Each time one of the grey bristles was plucked from that star-spangled beard, the Big Man would flinch and growl and wave his massive arm as if to swat away the irritant but NEVER would Uncle Sam do anything but make noise. Now, with news that the Trump Administration intends to slap a 24% tariff on Canadian lumber exports to the U.S., the first cannonball in the dismantling of NAFTA has sailed across the bows of the Mexican and Canadian frigates moored in the harbor of international trade.

The Canadian dollar has been smoked for a 0.65% haircut Tuesday and that trend is NOT going to end any time soon because of the old adage that “there is never only one cockroach”; these U.S. politicians will have a sitting duck target in their northern neighbors because Canada has absolutely zero leverage in the negotiations. With that, the Americans are bound to graduate from the obvious lumber bogeyman to other things like pipelines and banking and livestock, because once politicians see the popularity meter rising, they will seize upon this protectionist bandwagon like flies to manure.

As this movement gains popularity and as more and more Canadian export industries are revealed as targets by the media-hungry, tweet-crazy American Commander-in-Chief, the lower the Canadian loonie will go and the happier I will be as a shareholder of gold-producing Canadian companies.
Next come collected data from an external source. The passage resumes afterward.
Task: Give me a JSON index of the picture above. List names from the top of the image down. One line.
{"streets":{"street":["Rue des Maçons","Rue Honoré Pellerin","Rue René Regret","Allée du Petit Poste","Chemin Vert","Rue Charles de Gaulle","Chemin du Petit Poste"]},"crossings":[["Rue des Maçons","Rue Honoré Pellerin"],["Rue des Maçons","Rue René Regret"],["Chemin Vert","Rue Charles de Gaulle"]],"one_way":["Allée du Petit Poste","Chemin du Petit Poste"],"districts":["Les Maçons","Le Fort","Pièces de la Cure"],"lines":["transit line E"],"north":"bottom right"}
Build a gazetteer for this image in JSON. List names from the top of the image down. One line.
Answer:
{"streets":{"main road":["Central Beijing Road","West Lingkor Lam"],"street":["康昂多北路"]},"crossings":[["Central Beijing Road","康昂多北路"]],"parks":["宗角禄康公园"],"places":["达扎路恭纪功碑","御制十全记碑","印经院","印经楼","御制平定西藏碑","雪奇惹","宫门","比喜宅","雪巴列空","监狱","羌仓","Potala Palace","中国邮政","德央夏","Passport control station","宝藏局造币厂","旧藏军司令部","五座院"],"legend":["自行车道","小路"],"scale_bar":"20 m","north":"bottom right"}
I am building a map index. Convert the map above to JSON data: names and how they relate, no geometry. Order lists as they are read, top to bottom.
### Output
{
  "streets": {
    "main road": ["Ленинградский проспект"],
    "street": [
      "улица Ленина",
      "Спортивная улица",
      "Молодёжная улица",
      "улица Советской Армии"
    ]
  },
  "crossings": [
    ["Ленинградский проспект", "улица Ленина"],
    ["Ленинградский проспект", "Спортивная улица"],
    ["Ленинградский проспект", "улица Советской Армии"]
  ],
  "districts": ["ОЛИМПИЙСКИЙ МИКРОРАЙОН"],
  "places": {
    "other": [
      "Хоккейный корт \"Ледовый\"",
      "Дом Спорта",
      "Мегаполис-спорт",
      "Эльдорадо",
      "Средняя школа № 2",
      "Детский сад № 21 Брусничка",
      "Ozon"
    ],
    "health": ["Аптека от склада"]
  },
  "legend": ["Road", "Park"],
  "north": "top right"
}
These two charts clearly illustrate how currency fluctuations have benefited Canadian gold miners with particular emphasis upon those with Canadian mines and operations. They are selling a product sitting within CA$115 of the 2011 high while its U.S. counterpart is around US$639 from the same peak price. Everyone in the Canadian banking business loves a weak Canadian dollar because it invites all manner of foreign investors piling into Canadian assets with the prime recipient being real estate. Forget the impact it has on fruit and vegetables and orange juice, just buy a 1,500 square-foot house for CA$1,000,000 and your capital appreciation will cover the additional cost of living fivefold! Buy now and sell that starter home in six months for $1,400,000 to a Chinese family immigrating from Beijing with CA$10 million granted to them by an associate of the Communist Party with instructions to “own real estate.”